EXERCISE DETAILS :: Your answer should consist of every line from the records that holds the string "Format".

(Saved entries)
========

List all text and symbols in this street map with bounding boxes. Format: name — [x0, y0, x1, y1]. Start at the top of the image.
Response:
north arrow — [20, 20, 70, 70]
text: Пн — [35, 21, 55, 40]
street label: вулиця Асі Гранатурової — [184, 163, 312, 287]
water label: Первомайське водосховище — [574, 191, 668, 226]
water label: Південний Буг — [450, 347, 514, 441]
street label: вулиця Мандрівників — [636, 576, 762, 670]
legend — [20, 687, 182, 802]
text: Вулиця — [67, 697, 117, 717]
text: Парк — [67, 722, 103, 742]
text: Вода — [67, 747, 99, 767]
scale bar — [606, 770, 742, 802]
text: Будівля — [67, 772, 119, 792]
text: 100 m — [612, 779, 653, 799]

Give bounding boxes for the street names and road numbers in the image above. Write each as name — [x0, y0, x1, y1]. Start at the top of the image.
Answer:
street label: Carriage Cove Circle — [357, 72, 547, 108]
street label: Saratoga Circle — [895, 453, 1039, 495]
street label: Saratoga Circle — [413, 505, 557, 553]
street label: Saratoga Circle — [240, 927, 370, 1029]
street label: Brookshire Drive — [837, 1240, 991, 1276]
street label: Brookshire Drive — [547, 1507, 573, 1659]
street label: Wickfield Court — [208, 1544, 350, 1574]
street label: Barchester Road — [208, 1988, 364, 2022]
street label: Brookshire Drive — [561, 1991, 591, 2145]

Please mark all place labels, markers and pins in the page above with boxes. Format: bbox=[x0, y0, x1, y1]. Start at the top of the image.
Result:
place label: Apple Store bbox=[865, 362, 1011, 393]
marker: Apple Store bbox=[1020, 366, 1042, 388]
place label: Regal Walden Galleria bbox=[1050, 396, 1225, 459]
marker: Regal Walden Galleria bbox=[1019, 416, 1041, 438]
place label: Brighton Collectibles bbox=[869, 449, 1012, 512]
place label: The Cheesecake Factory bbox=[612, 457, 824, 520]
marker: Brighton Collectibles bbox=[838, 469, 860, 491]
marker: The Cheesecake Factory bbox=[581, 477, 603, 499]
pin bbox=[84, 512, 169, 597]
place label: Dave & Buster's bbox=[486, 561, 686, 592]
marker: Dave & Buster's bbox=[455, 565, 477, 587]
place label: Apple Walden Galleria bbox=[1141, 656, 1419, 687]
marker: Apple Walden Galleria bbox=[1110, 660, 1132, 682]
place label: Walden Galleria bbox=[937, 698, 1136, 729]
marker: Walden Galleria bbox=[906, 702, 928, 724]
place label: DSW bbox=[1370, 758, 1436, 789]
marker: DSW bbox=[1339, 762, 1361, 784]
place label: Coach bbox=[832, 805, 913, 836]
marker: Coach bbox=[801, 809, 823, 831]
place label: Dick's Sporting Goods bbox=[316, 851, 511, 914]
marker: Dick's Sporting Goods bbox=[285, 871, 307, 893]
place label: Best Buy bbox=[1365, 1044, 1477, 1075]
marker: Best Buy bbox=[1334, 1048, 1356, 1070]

========

ANSWER TO THIS EXERCISE ::
List all text and symbols in this street map with bounding boxes. Format: name — [x0, y0, x1, y1]. Start at the top of the image.
Please mark all place labels, markers and pins in the page above with boxes. Format: bbox=[x0, y0, x1, y1]. Start at the top of the image.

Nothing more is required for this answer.